Es gibt ein neues System für Ladestationsbetreiber und Elektroautofahrer von der GLS Bank: Giro-e
Im Januar startet der Pilotbetrieb und ich bin während meines Drehs für mein Vlog von der Motorshow Essen zufällig darauf gestoßen.

Giro-e wurde von der GLS Bank entwickelt und ermöglich das Freischaltung der Ladung an Ladestationen per Girokarte (EC-Karte). Auf der Karte muss lediglich ein NFC Chip sein, von dem die IBAN gelesen wird. Die Ladestation schaltet die Ladung sofort frei, auch ohne Mobilempfang, ohne vorherige Registrierung oder sonst etwas.
Einfach hin fahren, Karte anhalten, laden und fertig. Die GLS Bank führt nach dem Laden über die ausgelesene IBAN eine SEPA Lastschrift durch, ohne PIN Eingabe oder sonst etwas. Damit das geht, muss die Station per Software Update dies beigebracht bekommen. Der Betreiber benötigt ein Konto bei der GLS Bank. Man kehrt damit also die Registrierpflicht um. Nicht der Kunde meldet sich vorab bei einem System an an, sondern der Betreiber der Ladestation.

Da im oben genannten Vlog nur ein kleiner Ausschnitt zu Giro-e war, habe ich nun ein separates Video erstellt, welches die gesamte Demonstration inkl. Backend und Vorgehen für Betreiber für Ladestationen enthält. Schaut es euch mal an, ich finde das unfassbar gut von der Idee. Was sagt ihr?
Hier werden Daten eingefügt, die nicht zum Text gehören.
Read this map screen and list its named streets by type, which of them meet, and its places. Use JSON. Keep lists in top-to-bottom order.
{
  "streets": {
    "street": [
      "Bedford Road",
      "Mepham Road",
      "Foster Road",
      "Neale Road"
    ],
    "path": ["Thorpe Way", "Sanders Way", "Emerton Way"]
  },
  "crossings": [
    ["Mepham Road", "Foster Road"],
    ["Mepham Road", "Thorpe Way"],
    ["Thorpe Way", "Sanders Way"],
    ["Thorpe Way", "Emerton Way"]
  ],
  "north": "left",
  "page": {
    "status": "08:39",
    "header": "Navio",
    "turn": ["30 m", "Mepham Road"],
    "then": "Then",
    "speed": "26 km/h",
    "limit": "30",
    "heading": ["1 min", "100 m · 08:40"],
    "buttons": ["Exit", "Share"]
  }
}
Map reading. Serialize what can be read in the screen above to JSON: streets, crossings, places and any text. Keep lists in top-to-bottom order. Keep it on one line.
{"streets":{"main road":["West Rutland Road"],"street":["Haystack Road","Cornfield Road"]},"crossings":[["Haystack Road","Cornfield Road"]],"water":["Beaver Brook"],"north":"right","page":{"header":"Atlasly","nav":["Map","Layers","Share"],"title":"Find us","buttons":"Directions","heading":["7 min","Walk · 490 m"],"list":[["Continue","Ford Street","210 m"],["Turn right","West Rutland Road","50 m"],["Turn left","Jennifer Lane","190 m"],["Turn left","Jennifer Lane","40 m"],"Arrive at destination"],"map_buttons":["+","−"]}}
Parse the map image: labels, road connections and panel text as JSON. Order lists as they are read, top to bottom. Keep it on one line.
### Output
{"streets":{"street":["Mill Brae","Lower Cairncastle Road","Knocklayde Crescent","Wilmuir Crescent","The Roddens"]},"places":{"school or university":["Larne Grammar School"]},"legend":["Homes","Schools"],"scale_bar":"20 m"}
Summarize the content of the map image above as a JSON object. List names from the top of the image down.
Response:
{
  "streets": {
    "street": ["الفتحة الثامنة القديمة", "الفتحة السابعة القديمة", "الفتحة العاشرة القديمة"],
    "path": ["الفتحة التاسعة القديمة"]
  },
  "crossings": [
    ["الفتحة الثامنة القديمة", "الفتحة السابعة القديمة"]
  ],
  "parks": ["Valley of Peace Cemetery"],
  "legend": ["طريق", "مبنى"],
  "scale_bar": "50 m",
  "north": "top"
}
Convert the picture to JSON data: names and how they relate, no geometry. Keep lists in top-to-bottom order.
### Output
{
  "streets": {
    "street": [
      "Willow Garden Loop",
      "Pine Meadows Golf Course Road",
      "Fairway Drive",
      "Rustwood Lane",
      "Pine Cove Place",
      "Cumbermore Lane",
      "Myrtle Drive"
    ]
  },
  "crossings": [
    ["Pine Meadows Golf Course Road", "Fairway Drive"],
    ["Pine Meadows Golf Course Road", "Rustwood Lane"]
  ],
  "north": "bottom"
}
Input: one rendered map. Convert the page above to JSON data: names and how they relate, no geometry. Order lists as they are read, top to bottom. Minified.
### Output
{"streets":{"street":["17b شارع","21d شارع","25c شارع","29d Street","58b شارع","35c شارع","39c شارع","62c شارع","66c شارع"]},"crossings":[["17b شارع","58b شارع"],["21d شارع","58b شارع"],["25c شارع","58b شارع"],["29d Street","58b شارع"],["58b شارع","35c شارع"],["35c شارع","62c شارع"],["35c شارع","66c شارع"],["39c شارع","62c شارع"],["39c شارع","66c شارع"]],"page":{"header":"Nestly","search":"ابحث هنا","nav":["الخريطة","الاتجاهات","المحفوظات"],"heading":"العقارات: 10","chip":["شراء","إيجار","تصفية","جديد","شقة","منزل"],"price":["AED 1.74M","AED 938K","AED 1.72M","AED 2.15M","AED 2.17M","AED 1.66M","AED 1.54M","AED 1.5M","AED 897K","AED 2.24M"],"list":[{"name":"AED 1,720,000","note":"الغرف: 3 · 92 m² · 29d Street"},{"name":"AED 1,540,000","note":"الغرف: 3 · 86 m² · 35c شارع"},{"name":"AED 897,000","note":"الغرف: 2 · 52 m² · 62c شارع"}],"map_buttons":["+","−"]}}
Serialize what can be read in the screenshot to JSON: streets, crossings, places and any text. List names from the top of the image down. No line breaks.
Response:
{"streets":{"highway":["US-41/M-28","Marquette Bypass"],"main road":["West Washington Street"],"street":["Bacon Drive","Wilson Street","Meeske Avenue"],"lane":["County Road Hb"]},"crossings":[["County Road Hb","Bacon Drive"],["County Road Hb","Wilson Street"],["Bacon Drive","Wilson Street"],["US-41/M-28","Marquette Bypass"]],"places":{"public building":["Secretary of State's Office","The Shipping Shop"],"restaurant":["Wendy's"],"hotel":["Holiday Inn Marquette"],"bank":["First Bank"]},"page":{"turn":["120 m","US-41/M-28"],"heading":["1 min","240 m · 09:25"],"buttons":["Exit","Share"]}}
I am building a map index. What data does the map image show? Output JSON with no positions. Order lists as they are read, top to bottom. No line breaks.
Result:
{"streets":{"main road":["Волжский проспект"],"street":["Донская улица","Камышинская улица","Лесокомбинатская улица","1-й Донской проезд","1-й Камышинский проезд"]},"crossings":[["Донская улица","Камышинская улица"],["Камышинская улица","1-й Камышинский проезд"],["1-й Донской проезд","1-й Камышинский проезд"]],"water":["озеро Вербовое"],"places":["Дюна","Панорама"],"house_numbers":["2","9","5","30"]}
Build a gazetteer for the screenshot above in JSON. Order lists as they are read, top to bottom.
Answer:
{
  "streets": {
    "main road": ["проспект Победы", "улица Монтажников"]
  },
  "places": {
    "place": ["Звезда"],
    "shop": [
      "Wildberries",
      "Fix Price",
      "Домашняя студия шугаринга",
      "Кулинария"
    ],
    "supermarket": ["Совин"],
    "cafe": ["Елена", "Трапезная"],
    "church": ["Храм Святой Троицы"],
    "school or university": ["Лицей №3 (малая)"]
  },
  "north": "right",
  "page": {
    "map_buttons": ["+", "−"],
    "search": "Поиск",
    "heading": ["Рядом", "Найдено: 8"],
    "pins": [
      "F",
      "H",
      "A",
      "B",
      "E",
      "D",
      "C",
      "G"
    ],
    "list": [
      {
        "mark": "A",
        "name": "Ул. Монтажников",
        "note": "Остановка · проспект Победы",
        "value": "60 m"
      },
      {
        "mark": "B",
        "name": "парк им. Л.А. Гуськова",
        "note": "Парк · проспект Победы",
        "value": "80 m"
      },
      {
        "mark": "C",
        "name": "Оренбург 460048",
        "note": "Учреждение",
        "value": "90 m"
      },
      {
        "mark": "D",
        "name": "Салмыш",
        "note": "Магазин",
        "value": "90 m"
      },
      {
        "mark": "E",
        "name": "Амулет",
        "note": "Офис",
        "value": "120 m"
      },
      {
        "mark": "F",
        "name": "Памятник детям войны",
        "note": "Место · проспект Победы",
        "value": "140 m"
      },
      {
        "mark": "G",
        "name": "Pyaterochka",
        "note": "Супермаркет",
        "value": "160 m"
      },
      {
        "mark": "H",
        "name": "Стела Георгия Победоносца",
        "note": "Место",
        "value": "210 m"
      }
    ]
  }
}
Video Giro-e Demonstration: youtu.be/3J71d5uV-OA

Wie verifiziert die Ladestation die Echtheit der Karte (bzw. der IBAN), da es (temporär) offline ja auch funktionieren soll? Muss die Ladestation ein Kryptographiemodul zur gegenseitigen Schlüsselauthentifikation haben?

Hier der direkte Link zur offiziellen Website. Ich finde das sehr spannend und werde das aufmerksam beobachten!
:arrow_right: giro-e.de

Aus den FAQ: „Für den Stromabnehmer funktioniert jede Girocard einer beliebigen Bank, soweit diese eine Girocard mit Kontaktlos-Funktion zur Verfügung stellt. Nur der Betreiber von Ladeinfrastruktur benötigt zur Gutschrift der Beträge ein Geschäftskonto bei der GLS Bank.“

(Entschuldigung, das hat natürlich nichts mit der Frage von Spürmeise zu tun, aber es beantwortet die erste Frage, die mir durch den Kopf ging.)

super sache!

Hier ein Auszug aus der FAQ von Giro-e:
giro-e.de/info/
Kann man eine fremde / gestohlene / verlorene Girocard davor halten und derjenige muss dann zahlen?“
Ja, grundsätzlich ist damit eine Aufladung möglich. Der fällige Betrag wird vom „falschen“ Konto eingezogen. Der echte Inhaber kann dem selbstverständlich widersprechen. Dadurch wird eine Rücklastschrift ausgelöst und die Karte ist dauerhaft für die weitere Nutzung automatisch gesperrt. Das Risiko für diesen Ausfall trägt nach aktuellen Planungen die GLS Bank, nicht der Betreiber der Ladeinfrastruktur.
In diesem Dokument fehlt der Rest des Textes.